EXERCISE PROMPT =>
In the material below, count the lines with the word "bottom" and state that number only.

RECORDS FOR THE EXERCISE =>
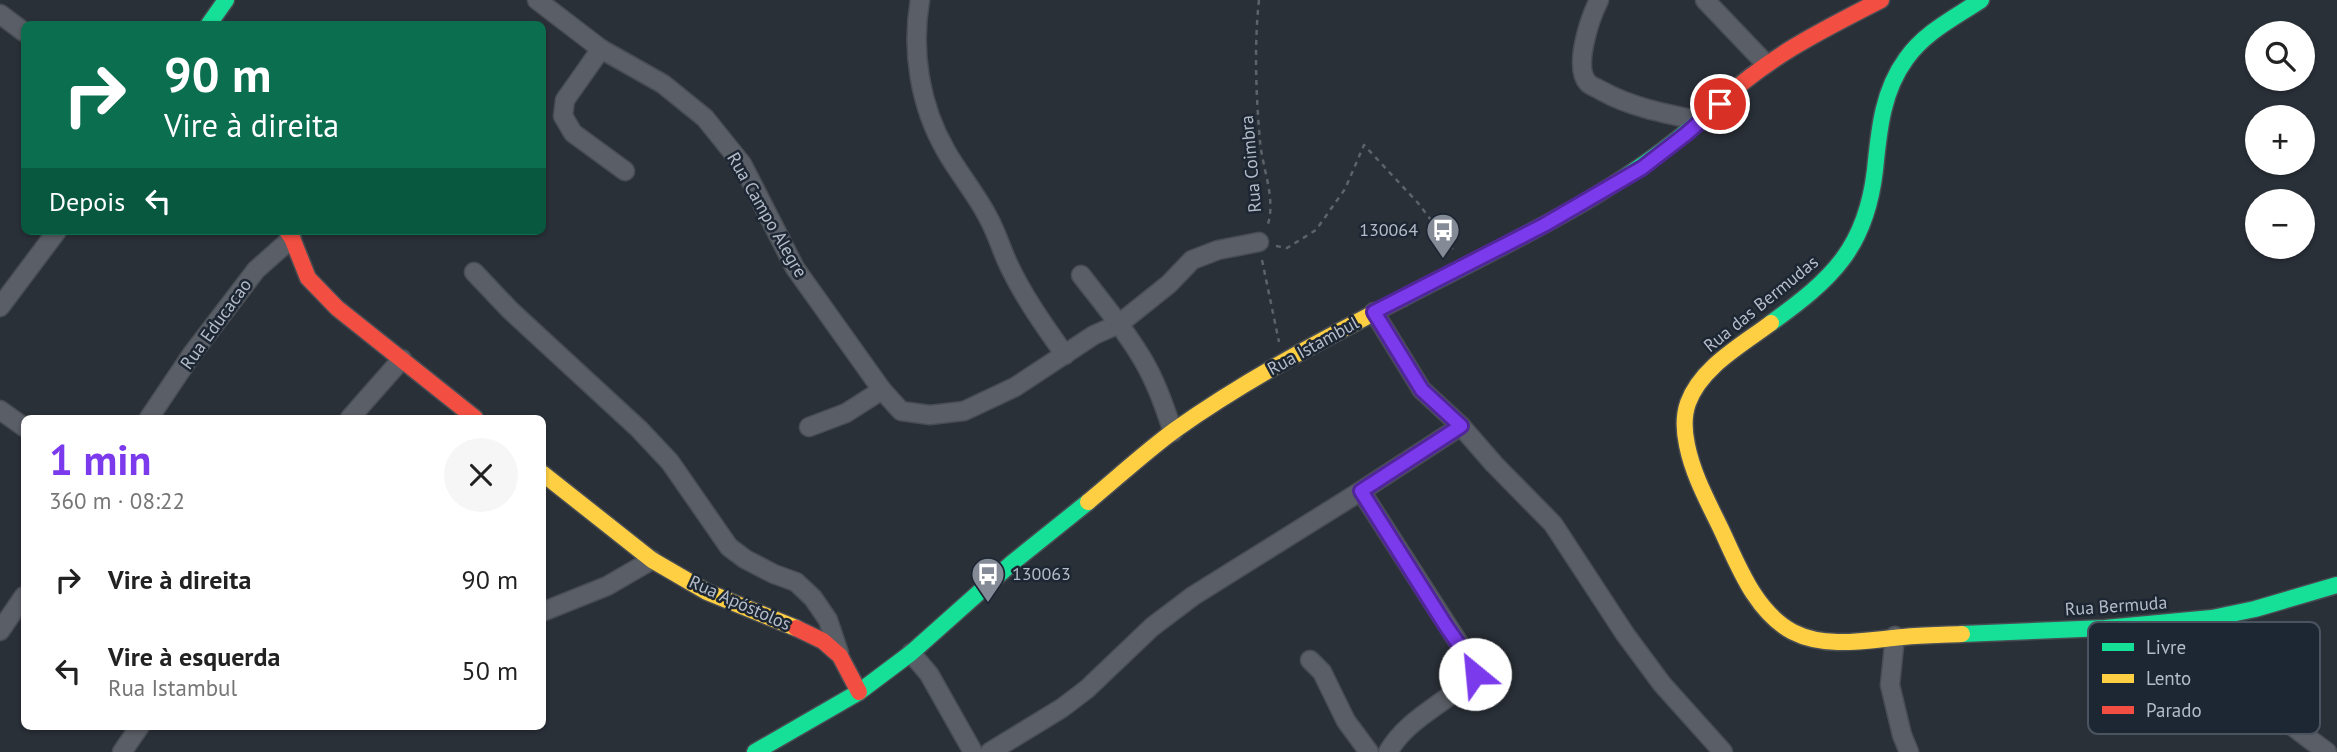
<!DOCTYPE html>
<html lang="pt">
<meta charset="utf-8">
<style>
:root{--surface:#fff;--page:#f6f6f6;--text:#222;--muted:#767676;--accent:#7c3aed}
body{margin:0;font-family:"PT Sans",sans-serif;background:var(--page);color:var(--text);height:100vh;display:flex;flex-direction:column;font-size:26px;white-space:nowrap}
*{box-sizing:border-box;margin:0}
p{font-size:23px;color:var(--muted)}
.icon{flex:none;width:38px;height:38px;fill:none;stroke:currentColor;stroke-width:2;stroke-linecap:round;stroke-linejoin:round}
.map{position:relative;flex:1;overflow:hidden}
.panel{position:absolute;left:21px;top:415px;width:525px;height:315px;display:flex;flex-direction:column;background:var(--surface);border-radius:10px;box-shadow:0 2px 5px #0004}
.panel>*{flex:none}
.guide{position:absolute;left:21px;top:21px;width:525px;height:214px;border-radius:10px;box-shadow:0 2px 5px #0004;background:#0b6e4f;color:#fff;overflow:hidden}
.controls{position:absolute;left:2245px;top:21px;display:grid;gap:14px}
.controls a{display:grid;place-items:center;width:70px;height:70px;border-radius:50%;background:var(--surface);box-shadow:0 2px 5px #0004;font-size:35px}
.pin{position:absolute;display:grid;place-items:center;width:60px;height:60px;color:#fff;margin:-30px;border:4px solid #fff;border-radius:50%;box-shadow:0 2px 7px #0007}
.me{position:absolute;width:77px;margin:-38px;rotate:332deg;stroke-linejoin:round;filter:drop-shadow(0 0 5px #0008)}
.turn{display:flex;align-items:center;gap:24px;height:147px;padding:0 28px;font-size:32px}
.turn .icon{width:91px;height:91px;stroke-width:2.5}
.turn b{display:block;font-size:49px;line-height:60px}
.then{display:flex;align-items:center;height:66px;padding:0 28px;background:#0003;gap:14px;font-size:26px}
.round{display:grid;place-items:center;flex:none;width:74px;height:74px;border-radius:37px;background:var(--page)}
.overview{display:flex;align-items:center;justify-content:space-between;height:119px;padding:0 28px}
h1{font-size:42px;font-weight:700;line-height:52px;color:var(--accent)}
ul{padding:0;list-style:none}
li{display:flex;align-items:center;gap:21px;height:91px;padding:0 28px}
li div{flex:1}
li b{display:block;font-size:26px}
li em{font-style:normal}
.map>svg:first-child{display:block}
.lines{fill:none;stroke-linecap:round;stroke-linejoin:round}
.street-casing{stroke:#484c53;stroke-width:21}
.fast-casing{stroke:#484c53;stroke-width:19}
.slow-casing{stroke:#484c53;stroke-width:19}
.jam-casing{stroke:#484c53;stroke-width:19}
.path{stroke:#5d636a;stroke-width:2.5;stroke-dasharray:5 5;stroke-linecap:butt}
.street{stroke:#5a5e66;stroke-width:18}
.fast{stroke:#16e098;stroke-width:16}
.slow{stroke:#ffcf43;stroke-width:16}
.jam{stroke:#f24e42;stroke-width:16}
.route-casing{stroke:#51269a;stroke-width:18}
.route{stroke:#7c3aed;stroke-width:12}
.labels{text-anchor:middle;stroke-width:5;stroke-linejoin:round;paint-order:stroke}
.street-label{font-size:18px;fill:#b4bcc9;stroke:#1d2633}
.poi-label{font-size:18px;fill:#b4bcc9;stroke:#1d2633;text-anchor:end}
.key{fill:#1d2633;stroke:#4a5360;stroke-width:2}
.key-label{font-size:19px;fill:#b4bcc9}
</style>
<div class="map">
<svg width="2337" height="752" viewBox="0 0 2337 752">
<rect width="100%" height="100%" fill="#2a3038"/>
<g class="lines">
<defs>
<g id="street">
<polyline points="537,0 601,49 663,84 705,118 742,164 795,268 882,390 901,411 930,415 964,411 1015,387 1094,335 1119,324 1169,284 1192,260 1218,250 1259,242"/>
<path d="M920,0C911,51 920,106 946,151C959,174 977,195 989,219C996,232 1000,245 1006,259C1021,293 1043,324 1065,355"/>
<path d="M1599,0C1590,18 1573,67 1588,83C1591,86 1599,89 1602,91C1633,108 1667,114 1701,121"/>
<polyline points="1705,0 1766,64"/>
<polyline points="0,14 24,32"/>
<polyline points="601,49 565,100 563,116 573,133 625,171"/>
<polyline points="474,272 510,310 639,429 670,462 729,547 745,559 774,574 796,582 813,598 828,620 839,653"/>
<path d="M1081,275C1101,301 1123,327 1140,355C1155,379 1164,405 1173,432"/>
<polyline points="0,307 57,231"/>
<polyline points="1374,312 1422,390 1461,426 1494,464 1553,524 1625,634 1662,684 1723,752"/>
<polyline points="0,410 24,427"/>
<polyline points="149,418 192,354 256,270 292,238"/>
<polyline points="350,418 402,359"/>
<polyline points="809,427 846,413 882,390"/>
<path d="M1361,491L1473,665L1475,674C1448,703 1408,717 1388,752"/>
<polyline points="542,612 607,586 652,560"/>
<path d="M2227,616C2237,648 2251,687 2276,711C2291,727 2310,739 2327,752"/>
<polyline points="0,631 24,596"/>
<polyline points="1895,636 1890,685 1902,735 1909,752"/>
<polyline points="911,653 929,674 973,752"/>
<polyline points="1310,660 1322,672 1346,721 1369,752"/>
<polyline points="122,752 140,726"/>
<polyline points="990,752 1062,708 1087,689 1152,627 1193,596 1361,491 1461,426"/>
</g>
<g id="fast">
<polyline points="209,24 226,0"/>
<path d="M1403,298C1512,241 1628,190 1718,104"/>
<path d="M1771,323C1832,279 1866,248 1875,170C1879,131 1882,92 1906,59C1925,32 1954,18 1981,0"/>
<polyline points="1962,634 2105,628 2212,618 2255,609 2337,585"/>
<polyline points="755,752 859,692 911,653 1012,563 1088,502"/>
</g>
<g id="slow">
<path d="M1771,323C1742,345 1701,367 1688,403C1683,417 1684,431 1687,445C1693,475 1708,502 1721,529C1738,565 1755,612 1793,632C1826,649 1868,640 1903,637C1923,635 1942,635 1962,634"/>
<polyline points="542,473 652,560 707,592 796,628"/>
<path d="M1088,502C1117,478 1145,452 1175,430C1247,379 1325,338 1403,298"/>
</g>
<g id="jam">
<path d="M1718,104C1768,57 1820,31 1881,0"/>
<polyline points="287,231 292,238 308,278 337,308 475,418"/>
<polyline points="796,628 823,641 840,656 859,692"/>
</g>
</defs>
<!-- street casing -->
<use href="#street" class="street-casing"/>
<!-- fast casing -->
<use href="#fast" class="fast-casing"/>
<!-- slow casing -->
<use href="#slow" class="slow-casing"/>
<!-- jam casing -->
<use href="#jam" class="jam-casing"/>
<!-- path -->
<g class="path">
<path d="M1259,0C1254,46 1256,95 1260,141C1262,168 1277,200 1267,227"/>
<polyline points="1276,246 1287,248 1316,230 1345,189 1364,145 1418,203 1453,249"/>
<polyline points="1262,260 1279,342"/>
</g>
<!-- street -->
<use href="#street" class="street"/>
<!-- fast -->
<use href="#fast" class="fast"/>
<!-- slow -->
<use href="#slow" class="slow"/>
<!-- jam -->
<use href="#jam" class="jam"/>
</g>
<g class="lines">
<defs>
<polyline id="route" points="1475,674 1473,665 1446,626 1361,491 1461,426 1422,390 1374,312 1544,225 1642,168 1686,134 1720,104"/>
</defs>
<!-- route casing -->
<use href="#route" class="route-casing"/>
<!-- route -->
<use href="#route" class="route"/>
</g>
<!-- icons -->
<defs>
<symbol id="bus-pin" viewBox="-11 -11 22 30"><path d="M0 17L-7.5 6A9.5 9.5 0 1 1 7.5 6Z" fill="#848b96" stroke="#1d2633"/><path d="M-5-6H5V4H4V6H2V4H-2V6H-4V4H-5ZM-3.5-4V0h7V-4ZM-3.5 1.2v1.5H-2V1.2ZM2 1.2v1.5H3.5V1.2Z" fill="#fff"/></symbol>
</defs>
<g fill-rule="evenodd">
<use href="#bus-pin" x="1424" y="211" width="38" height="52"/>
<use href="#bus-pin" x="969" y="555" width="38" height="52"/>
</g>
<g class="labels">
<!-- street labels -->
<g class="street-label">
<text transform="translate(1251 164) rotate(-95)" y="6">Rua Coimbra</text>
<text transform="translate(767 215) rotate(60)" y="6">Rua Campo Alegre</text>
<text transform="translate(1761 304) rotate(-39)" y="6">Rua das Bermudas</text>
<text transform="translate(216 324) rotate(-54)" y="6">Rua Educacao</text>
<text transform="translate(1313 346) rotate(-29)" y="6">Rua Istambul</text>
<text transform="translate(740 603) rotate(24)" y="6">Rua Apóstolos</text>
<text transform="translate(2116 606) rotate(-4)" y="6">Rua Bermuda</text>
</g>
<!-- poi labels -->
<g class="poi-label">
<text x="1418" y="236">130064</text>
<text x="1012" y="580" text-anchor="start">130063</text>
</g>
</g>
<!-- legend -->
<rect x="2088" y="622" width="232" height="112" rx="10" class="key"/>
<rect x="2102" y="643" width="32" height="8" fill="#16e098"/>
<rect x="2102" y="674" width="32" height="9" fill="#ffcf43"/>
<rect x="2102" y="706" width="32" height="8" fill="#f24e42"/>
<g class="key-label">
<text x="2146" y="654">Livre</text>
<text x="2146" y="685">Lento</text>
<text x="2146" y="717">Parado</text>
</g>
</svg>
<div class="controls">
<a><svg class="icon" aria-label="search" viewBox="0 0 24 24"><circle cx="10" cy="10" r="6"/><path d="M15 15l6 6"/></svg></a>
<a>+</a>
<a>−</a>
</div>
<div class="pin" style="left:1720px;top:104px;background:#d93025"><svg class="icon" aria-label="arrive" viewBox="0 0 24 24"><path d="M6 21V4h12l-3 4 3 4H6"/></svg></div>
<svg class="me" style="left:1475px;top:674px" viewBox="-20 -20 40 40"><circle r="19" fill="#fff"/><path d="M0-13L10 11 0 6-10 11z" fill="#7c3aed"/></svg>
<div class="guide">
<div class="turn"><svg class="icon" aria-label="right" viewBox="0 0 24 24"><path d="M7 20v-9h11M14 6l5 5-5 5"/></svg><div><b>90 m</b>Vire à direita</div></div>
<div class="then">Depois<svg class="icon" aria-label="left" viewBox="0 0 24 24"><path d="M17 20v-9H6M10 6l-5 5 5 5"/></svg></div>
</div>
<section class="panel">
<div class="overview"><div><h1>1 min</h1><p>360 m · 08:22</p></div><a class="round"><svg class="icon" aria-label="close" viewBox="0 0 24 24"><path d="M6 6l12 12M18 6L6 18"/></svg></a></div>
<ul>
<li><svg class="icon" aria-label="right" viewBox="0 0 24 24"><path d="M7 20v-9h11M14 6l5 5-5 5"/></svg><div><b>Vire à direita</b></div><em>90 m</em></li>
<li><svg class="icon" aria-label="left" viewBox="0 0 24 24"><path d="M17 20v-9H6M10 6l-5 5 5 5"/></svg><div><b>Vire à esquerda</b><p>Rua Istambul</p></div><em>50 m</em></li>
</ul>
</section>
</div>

...

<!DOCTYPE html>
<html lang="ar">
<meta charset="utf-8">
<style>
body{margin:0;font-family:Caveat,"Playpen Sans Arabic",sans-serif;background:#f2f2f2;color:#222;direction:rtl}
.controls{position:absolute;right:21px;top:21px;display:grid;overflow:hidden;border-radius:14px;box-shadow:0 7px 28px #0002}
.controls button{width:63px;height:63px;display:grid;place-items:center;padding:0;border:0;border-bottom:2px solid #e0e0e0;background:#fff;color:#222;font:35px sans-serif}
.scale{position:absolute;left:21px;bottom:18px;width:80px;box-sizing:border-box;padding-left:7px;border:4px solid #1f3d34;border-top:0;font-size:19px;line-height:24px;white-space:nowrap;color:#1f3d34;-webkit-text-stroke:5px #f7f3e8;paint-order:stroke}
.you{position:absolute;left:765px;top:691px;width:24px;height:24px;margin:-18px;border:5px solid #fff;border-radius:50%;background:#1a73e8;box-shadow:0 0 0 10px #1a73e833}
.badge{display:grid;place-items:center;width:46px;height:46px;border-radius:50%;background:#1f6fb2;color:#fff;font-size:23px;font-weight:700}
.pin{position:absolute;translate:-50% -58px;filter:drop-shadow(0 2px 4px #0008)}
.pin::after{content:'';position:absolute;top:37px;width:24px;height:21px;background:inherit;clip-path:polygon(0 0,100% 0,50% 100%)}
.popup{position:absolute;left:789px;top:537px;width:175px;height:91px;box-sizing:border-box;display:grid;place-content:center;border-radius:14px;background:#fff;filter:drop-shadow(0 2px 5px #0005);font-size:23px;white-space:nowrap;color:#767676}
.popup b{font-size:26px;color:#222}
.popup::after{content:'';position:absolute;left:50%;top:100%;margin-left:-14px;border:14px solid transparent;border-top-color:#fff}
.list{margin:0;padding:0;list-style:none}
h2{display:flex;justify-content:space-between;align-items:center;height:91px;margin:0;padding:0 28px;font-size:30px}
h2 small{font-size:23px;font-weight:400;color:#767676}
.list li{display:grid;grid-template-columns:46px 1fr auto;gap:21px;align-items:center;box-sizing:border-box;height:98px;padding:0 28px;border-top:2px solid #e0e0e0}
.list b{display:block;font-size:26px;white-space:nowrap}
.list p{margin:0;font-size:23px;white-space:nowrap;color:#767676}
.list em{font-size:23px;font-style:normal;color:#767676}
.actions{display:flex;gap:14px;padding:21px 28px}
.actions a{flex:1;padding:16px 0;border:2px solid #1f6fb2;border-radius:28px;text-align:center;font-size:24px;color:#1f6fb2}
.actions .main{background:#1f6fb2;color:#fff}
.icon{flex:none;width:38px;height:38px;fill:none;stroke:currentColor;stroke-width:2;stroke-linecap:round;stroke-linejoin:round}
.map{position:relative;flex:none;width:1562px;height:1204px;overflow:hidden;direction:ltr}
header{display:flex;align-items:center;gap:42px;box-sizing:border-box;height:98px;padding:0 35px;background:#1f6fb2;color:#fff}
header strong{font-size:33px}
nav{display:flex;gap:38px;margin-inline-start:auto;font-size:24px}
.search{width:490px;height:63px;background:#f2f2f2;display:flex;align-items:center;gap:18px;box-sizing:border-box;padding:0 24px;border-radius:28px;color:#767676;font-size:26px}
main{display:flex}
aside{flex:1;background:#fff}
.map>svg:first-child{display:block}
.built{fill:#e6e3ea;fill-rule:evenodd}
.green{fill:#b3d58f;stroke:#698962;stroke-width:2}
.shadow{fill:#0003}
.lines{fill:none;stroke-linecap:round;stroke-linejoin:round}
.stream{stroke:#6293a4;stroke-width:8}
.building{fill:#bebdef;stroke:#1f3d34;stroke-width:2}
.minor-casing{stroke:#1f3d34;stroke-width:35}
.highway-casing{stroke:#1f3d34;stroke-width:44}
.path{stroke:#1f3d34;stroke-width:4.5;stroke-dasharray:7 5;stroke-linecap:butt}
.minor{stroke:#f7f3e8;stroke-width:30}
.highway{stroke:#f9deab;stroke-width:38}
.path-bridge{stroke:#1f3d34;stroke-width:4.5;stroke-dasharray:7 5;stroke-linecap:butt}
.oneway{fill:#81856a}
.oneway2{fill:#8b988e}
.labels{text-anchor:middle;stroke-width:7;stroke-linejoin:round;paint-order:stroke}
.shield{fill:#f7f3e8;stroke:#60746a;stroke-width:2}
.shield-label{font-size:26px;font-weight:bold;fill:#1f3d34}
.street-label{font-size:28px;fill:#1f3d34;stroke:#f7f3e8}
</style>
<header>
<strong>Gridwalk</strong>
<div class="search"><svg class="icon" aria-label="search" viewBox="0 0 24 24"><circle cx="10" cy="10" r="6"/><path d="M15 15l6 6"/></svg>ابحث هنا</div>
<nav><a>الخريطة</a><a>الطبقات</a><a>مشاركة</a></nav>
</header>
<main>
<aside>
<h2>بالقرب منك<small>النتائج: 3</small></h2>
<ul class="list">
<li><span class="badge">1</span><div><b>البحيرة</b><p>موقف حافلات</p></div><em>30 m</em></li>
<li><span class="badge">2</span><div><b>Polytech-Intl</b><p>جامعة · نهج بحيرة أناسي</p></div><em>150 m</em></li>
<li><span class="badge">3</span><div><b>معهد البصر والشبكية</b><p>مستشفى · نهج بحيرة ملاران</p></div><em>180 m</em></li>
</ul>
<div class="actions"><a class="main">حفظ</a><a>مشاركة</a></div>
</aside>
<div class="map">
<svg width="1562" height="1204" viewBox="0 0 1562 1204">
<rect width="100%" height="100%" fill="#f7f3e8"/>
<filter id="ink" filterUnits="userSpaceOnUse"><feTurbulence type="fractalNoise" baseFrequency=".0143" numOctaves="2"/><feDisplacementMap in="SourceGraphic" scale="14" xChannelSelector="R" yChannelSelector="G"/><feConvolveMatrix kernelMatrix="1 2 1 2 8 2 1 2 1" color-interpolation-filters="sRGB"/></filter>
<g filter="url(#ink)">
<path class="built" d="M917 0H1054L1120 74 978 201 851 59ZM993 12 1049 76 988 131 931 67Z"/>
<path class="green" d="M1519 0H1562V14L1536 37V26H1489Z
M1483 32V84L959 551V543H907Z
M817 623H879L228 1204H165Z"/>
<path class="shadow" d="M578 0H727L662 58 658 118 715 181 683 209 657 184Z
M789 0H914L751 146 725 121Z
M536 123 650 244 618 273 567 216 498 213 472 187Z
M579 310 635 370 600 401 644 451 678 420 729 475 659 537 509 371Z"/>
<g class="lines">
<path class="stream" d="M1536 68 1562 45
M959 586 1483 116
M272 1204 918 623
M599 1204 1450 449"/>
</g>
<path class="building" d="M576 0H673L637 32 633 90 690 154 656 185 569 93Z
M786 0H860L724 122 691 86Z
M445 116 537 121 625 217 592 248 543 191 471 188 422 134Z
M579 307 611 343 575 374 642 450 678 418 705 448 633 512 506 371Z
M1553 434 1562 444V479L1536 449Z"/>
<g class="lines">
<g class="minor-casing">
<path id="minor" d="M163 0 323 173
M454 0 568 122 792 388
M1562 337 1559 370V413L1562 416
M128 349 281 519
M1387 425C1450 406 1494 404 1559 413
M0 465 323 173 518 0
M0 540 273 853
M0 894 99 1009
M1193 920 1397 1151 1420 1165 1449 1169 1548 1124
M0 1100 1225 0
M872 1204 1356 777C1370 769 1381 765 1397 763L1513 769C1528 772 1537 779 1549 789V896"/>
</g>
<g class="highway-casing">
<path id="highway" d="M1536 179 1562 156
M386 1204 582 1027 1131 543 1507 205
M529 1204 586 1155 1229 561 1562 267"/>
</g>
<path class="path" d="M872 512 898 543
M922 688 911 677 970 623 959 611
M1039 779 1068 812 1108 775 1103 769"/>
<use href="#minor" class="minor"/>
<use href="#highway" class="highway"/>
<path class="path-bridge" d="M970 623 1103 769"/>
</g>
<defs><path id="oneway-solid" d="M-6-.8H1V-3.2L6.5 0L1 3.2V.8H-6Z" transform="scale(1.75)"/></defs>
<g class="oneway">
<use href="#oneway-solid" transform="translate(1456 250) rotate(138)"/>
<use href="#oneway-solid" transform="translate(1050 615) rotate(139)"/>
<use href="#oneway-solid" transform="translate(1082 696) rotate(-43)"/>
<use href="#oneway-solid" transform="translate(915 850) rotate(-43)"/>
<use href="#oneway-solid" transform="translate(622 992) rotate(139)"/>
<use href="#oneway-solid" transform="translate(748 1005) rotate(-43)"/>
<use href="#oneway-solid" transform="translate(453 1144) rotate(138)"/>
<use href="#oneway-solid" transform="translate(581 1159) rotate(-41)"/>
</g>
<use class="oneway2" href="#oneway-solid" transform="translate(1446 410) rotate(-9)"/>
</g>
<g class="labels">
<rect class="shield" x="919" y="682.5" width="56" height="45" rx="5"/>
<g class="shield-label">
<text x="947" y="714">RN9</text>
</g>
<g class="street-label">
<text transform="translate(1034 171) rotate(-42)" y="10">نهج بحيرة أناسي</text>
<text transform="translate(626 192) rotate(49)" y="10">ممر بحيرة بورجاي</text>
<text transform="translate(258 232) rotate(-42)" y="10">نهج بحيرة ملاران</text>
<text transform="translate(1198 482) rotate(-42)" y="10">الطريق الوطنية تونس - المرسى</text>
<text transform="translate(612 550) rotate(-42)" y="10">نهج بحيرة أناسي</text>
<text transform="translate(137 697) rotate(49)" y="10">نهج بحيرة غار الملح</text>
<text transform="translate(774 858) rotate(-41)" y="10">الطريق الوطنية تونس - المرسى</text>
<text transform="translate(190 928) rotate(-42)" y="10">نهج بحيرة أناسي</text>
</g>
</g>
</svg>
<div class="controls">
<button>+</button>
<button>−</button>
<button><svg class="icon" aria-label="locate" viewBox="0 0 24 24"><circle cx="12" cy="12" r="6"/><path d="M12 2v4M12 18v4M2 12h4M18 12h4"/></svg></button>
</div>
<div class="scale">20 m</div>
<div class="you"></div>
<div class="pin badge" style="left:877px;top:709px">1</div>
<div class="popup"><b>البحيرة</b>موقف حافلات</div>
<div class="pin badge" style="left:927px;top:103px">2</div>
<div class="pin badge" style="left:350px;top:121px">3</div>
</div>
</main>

RESPONSE TO THIS EXERCISE =>
2